Ты игнорируешь вопрос. Слишком хорошо знаешь ответ.
— Простите. — Ты останавливаешь перед дверьми. — Забыл спросить — как вас зовут?
— Да какая разница. — Он машет рукой, снова снимает очки. — Друзья зовут меня Ананси. Хотите — зовите так же.
Имя кажется знакомым. Где ты уже мог встретить его? Думать некогда. Вы выходите в комнату с игрушками, и дети встречают вас радостными криками.
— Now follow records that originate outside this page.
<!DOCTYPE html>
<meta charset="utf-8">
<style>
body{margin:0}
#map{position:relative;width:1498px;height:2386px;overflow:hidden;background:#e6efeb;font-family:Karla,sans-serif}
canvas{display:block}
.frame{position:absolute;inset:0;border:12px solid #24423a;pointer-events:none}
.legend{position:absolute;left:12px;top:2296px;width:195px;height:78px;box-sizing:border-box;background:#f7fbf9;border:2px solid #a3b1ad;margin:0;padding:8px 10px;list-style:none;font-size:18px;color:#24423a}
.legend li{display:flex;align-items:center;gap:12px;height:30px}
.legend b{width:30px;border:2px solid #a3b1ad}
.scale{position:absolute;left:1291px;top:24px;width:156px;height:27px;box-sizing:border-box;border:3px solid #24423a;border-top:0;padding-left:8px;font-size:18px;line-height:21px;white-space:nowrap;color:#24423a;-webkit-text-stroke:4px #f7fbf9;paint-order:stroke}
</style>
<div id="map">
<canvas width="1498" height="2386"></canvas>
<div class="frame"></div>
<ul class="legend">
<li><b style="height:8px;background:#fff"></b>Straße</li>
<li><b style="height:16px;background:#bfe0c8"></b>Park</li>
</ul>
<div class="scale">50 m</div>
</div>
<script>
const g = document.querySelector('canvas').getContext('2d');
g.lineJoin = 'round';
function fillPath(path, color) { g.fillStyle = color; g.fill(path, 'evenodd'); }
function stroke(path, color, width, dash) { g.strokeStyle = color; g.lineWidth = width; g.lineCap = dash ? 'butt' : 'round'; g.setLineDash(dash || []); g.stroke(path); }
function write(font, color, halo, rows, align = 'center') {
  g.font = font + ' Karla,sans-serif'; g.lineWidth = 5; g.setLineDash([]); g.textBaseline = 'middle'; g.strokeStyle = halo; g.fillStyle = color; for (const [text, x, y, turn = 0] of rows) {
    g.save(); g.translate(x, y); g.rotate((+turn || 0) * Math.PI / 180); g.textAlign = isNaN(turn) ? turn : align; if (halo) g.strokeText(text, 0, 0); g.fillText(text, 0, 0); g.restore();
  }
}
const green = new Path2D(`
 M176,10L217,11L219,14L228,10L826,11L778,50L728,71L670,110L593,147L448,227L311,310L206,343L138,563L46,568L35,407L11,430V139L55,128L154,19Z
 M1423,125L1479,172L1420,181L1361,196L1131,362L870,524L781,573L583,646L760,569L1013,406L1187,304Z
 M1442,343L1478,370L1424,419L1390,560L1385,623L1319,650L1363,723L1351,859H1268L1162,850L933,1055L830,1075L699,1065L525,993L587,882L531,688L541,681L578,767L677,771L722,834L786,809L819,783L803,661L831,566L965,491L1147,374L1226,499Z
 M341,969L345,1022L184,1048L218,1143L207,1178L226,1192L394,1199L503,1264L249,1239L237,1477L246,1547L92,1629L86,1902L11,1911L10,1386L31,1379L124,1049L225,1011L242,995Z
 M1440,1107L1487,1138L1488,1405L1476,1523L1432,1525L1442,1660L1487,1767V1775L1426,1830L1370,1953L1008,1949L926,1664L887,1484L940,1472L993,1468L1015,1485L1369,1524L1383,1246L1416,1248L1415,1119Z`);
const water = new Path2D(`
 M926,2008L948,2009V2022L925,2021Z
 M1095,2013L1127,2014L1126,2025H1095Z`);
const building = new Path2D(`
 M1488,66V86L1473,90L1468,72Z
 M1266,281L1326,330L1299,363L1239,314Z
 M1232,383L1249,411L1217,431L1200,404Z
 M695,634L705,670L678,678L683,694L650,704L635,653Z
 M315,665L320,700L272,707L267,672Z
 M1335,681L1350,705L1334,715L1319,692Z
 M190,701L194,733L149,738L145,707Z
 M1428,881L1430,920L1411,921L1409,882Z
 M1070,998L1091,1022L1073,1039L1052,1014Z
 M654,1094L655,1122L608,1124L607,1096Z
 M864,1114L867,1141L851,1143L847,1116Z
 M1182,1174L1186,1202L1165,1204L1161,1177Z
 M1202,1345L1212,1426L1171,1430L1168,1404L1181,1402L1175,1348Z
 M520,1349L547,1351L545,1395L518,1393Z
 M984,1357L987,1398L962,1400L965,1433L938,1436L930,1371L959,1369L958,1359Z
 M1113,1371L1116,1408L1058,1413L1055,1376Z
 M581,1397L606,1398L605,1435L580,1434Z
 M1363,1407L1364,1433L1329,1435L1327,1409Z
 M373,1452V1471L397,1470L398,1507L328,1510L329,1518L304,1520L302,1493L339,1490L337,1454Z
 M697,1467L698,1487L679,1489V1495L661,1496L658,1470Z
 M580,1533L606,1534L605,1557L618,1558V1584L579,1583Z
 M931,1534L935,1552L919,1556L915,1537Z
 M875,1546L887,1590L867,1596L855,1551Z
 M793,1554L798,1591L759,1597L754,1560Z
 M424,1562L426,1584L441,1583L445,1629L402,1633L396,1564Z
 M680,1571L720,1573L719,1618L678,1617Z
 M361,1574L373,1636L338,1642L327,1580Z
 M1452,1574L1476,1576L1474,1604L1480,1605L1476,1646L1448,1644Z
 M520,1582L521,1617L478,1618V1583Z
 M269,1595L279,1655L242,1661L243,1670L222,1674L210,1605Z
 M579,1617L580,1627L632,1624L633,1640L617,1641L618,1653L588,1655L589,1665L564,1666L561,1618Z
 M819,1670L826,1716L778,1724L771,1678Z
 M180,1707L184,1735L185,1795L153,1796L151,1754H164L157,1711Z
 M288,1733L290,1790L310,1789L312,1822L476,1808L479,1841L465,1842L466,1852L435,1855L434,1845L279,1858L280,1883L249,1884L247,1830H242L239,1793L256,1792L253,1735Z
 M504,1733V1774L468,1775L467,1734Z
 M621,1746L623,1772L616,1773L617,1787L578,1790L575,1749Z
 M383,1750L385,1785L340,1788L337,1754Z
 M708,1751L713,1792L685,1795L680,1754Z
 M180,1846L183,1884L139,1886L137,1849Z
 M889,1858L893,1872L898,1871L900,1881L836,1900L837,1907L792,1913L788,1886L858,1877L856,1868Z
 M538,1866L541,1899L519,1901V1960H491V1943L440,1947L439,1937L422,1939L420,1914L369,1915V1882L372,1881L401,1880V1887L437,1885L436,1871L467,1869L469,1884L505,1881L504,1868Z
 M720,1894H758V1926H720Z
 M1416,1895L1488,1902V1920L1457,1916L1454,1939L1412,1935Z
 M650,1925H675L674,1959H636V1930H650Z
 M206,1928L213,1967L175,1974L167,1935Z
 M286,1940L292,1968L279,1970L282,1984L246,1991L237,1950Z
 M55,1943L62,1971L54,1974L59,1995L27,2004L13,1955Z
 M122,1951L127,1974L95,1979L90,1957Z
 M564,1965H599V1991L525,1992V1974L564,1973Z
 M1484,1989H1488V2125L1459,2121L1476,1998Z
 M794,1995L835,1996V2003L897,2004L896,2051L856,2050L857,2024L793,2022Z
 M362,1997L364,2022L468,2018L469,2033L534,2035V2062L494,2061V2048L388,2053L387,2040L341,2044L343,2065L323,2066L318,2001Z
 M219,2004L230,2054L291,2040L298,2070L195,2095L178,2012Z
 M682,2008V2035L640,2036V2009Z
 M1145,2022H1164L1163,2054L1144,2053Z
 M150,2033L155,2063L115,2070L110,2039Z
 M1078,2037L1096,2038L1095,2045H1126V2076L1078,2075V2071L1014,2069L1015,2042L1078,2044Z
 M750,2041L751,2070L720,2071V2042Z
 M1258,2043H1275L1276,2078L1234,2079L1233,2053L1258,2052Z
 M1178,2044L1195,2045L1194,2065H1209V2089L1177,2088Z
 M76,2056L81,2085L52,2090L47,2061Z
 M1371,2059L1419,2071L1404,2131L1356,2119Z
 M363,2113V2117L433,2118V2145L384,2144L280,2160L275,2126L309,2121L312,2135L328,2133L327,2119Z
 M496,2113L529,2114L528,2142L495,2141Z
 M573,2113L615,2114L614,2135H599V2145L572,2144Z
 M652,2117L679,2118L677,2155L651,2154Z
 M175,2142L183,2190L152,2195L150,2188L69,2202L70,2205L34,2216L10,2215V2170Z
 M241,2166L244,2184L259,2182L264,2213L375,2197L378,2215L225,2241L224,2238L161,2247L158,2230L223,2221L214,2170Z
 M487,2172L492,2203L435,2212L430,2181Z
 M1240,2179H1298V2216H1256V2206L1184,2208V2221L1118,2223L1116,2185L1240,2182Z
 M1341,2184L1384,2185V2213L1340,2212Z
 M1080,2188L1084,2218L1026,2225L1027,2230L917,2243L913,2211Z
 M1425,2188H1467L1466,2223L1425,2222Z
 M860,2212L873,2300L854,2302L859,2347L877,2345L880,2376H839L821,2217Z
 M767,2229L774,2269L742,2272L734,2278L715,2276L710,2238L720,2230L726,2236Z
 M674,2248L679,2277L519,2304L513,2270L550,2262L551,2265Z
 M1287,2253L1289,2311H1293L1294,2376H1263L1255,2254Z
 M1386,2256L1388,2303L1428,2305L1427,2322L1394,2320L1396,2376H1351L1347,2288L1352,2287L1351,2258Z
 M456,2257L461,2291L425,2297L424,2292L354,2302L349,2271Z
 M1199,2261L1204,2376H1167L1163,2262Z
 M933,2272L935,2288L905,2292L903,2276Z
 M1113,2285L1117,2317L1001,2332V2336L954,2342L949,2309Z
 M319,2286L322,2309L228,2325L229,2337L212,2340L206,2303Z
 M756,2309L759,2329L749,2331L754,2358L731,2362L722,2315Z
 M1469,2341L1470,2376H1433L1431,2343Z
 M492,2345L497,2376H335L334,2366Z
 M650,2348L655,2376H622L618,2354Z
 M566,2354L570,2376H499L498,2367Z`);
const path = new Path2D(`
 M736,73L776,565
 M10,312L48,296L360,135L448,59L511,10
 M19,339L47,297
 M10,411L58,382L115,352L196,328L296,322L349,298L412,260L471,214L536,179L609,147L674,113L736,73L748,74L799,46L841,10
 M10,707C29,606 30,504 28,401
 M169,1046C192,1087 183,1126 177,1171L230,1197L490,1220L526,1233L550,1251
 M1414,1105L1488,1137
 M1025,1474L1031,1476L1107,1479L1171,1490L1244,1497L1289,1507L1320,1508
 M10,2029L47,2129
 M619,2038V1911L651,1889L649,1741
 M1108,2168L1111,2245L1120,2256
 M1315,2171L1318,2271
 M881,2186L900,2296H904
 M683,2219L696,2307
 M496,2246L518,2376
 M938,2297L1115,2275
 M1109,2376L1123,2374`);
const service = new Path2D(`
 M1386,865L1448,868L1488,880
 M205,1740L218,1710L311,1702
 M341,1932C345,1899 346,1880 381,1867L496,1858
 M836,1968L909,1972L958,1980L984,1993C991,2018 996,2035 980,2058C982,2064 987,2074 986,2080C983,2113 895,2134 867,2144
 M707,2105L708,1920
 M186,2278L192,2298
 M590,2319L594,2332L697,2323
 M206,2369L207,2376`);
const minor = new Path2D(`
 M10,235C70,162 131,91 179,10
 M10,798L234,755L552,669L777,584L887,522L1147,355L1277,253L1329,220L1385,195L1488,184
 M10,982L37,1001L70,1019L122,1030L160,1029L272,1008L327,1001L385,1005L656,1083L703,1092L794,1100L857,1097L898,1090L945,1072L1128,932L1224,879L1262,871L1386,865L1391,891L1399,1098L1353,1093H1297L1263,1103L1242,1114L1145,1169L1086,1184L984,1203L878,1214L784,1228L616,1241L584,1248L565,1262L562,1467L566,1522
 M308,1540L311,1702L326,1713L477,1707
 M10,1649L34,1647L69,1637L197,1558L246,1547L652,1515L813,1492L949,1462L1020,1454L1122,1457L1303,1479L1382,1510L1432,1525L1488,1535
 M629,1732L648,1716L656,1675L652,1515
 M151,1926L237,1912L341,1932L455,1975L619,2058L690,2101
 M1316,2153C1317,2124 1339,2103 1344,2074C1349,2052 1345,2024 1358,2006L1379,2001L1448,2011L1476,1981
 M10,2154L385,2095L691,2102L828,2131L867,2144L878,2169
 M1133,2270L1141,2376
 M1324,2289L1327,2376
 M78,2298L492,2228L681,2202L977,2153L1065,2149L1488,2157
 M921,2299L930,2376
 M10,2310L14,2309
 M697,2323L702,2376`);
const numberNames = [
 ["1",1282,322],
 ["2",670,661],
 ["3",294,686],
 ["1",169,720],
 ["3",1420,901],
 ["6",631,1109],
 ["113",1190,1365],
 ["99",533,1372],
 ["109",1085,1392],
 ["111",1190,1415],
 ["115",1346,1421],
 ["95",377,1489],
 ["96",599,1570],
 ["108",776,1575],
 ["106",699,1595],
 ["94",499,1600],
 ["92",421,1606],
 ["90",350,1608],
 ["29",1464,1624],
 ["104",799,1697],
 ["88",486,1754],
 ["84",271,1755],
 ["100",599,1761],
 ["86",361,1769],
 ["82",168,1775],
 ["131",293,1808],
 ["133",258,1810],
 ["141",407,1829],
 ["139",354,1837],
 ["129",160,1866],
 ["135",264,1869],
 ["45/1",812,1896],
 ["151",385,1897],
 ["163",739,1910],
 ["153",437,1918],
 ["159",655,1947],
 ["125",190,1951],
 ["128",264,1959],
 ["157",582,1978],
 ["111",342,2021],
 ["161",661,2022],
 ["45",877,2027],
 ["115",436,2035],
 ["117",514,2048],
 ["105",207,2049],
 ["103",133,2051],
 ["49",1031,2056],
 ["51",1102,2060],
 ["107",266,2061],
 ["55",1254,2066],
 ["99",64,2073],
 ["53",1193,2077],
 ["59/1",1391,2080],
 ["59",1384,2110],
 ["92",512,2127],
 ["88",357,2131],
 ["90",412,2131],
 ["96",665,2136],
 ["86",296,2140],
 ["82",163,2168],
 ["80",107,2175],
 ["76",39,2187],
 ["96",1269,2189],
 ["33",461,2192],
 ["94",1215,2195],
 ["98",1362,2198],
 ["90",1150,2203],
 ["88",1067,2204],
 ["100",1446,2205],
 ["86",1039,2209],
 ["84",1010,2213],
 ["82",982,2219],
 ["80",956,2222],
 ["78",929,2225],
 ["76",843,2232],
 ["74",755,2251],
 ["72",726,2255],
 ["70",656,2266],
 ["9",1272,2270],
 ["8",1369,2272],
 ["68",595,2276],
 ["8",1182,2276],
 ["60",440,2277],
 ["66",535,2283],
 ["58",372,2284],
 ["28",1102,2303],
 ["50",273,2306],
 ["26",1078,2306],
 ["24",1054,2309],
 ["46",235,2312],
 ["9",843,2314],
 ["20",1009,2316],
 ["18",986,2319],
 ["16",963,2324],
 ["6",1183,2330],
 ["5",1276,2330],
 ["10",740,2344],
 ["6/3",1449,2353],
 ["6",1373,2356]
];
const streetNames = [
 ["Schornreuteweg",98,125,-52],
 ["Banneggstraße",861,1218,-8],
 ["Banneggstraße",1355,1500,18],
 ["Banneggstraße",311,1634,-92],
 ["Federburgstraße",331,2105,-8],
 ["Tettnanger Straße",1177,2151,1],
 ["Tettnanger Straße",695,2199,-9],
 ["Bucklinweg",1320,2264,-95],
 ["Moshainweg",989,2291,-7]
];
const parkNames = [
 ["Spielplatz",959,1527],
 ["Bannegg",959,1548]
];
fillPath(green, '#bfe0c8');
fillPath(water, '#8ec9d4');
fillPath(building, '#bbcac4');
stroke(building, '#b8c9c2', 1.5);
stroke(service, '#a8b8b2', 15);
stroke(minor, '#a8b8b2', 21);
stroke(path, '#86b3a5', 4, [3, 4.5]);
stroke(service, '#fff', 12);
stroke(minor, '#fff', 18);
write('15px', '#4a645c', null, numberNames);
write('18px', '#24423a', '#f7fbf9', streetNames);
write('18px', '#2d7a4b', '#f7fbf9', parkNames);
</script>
Ты видишь у них в руках твои комиксы — некоторые помятые, читаные-перечитаные, некоторые новые, из тех, что Генри отправил заранее, — и по детским глазам понимаешь, что они готовы кинуться к тебе, сесть на коленки, как к Санта-Клаусу, и задавать вопросы до утра, но их предупредили, чтобы вели себя прилично, иначе дядя больше не придет, посчитает их невоспитанными.
Они ждут, что ты сядешь на диван — чуть в стороне от них, — но ты садишься на пол. Они смеются — и начинают расспрашивать о нерассказанных судьбах героев и злодеев, даже второстепенных персонажей; интересуются, как начать рисовать, если ничего не получается; признаются, что кто-то начал рисовать прямо тут, в больнице, когда понял, что придется пройти долгую терапию; другие, наоборот, говорят, что бросили, потому что родители запретили — косясь на доктора, спрашивают, правильно ли рисовать тайком, ночью, а ты смеешься и отвечаешь: «Да, я тоже так делал, главное — найти хорошую лампу, а то глаза посадишь».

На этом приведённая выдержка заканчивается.